Structural Divergence under Shared Language-Level Specification: Griko in Universal Dependencies
Proceedings of the First Workshop on Dialects in NLP — A Resource Perspective
Abstract
Dialectal varieties pose major challenges for NLP resource development, especially when annotation frameworks are organized around standardized language specifications. In Universal Dependencies (UD), dialects without independent ISO codes are subsumed under the corresponding standard language and inherit its language-level documentation, validator settings, and grammatical inventories. This paper examines Griko, a Greek variety spoken in southern Italy that developed in relative isolation from the Modern Greek dialect continuum while remaining in long-term contact with local Italo-Romance varieties. We assess the consequences of this organizational structure through controlled parsing experiments comparing intra-dialectal training, cross-dialectal transfer from Standard Modern Greek (SMG), script-controlled transfer using romanized SMG, and contact-related cross-lingual transfer from Italian. Our results show that, before romanization, the Italian model even surpasses SMG on several UD metrics and that, although romanization substantially improves SMG-based transfer, performance still remains far below the intra-dialectal baseline.
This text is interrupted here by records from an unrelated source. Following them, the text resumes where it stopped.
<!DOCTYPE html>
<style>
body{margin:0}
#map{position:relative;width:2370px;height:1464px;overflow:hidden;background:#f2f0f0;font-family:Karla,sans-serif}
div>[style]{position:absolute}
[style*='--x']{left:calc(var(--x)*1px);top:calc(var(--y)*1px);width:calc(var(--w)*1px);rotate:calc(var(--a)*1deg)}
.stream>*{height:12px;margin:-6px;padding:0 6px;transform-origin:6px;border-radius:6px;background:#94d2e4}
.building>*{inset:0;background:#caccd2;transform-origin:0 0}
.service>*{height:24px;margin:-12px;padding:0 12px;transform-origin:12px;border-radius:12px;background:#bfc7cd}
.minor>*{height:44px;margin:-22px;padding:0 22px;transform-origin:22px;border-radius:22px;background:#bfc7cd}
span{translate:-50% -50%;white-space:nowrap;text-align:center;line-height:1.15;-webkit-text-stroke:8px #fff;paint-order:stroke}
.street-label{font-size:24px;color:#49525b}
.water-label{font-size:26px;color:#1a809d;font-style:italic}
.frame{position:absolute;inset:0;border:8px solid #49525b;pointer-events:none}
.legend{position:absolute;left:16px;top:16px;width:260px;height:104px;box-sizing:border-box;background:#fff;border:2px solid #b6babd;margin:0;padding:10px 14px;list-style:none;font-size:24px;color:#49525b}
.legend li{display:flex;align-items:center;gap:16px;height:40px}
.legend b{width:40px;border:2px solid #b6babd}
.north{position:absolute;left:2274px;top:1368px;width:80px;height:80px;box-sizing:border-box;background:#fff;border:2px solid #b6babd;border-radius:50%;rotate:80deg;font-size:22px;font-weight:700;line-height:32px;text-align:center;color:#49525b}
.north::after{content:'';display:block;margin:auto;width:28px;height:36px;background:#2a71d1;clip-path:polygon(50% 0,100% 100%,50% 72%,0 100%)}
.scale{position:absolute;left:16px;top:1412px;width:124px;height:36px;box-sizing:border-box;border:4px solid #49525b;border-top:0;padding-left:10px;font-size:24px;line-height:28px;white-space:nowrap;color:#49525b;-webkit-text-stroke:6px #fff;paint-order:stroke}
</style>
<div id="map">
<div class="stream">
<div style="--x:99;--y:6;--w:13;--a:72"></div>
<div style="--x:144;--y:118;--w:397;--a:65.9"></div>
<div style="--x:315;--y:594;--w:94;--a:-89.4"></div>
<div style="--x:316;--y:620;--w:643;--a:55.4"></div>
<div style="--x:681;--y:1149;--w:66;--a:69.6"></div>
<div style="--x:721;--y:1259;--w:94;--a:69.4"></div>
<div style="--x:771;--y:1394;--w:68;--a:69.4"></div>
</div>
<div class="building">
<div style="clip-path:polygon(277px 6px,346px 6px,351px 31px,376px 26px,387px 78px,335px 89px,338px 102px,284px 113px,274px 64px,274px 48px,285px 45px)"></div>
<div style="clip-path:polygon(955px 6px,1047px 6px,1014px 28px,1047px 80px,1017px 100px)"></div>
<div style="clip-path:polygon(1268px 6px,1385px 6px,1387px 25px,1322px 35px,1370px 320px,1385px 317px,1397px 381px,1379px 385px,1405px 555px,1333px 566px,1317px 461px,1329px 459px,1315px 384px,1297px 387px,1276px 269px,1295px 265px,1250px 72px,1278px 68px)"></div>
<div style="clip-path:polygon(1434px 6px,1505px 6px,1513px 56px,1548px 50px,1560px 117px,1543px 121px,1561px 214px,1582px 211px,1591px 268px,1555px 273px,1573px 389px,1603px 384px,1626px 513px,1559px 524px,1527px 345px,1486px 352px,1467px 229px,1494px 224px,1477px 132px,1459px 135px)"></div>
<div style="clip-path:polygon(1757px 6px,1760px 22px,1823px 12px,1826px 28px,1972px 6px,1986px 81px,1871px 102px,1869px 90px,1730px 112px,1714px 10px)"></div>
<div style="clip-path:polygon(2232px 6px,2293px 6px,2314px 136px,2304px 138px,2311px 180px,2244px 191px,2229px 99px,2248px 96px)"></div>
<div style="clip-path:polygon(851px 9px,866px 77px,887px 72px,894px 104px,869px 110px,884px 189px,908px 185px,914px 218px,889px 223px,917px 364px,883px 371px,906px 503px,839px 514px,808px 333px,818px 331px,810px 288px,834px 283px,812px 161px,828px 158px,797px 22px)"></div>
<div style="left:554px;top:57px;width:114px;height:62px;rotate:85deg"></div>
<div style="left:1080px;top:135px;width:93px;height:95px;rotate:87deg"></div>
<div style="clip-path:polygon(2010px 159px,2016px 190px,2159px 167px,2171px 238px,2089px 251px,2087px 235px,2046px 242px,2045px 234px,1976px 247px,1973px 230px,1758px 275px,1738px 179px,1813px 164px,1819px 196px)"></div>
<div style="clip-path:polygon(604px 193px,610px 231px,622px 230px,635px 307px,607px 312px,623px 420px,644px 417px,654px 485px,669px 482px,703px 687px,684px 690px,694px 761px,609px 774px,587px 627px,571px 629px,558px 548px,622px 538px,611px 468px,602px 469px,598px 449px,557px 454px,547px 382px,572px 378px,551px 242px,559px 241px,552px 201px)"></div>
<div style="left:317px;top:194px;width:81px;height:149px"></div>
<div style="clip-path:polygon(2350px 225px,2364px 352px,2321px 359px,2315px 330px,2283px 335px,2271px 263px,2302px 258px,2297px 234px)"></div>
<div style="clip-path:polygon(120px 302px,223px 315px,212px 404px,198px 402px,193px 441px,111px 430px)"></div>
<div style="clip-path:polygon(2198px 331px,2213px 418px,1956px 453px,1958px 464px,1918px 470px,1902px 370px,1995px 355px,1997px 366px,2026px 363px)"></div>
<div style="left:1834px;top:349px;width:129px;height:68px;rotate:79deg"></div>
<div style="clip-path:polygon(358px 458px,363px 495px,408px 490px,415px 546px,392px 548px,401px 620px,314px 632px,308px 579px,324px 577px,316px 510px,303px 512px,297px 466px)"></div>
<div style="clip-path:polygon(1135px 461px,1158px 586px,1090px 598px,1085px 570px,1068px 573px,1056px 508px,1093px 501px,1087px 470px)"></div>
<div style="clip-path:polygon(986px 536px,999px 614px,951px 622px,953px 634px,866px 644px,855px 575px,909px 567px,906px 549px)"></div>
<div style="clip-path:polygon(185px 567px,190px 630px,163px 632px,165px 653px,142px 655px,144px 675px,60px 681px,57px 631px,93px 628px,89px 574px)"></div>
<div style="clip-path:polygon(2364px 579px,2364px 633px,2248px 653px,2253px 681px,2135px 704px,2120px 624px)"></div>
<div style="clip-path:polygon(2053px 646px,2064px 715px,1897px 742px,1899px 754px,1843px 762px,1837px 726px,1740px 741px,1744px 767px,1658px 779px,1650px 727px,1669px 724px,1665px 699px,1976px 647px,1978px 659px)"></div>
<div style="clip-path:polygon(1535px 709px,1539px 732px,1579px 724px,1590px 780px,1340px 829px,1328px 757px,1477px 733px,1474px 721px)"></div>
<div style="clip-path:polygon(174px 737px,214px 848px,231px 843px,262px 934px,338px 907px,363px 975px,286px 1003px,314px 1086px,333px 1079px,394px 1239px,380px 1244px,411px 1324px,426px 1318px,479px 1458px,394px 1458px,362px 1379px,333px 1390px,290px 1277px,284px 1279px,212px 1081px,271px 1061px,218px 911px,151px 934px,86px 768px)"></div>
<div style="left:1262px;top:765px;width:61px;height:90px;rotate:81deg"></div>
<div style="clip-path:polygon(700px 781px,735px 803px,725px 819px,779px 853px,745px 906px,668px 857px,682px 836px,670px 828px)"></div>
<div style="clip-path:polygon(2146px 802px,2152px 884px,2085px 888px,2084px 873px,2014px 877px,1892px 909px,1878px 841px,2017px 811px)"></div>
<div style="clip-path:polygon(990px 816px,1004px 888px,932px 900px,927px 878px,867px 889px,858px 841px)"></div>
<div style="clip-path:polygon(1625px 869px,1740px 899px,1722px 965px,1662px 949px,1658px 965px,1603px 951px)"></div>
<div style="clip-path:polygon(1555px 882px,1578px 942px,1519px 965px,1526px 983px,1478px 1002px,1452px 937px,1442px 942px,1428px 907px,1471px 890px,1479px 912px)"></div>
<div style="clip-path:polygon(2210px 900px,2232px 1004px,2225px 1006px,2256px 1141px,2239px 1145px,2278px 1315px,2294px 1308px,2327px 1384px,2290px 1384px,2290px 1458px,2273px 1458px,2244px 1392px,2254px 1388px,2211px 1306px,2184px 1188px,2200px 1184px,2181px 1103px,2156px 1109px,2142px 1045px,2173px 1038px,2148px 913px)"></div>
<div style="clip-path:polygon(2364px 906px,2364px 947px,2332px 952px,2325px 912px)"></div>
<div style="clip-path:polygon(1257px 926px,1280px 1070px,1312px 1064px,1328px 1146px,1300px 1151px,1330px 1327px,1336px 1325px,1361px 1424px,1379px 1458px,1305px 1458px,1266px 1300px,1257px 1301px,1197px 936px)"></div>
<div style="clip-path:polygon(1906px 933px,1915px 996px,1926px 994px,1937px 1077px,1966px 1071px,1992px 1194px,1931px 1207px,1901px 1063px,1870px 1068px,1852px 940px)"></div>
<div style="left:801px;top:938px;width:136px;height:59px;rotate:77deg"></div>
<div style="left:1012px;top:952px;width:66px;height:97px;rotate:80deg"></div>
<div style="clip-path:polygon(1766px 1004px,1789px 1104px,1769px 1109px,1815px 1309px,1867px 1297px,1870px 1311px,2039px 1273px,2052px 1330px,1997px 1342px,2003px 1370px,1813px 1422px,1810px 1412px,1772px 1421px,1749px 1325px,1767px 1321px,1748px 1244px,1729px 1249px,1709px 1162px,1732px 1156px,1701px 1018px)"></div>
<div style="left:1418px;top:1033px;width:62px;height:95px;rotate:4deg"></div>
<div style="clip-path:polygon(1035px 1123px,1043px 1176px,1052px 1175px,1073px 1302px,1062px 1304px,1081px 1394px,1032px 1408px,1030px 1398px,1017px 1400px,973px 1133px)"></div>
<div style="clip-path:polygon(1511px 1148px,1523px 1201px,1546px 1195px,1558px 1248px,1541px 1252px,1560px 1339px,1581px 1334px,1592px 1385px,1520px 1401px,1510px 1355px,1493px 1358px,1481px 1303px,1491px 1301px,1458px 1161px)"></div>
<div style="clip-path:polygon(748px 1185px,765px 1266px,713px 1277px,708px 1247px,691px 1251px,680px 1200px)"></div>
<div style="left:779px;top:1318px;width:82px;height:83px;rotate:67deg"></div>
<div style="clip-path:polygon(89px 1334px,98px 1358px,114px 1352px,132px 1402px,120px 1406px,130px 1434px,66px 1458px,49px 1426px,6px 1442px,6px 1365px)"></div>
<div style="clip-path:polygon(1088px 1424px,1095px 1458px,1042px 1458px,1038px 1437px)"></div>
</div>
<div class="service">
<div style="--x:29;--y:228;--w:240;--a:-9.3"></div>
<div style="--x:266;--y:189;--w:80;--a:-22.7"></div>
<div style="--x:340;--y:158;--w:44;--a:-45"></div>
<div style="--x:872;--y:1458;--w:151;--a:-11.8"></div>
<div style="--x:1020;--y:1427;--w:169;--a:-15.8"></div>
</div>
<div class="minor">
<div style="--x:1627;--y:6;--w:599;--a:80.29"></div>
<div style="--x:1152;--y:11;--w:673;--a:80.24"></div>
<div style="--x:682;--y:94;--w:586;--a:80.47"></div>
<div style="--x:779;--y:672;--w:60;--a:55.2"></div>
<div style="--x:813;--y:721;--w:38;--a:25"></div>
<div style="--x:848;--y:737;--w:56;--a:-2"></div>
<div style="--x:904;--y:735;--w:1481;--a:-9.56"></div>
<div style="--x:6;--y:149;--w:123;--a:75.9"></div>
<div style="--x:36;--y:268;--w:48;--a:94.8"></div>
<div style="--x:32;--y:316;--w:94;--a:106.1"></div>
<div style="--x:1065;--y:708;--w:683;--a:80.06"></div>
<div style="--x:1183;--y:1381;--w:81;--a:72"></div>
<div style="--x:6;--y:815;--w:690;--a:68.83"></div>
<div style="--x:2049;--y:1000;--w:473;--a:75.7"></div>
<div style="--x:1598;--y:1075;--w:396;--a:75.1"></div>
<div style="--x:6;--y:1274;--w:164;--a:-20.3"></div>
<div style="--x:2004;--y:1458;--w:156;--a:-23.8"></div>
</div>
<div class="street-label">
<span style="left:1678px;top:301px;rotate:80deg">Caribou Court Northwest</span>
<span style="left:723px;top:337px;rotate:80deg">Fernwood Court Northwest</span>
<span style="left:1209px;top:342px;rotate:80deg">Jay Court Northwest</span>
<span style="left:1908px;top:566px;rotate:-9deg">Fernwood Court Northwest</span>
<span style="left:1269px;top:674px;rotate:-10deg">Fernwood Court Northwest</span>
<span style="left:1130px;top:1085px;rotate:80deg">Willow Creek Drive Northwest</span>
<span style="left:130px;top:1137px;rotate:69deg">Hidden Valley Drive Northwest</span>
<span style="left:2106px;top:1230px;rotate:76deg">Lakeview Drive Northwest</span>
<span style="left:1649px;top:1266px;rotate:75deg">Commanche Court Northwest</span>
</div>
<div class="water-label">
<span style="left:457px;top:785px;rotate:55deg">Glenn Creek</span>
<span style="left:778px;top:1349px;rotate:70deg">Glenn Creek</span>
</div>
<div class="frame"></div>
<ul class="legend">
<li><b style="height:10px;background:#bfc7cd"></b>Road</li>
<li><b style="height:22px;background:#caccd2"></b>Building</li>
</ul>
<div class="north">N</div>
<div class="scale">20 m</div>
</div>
We argue that this persistent gap reflects the interaction between structural divergence and language-level validation constraints, a phenomenon we term ISO-based validation coupling. Through analyses of auxiliary systems, voice marking, and progressive constructions, we show how standard-centric validation architectures can constrain the representation of dialect-specific grammar. More broadly, the Griko case highlights the limitations of language-centric organization in UD and underscores the need for variety-sensitive mechanisms when extending universal annotation frameworks to structurally divergent dialects.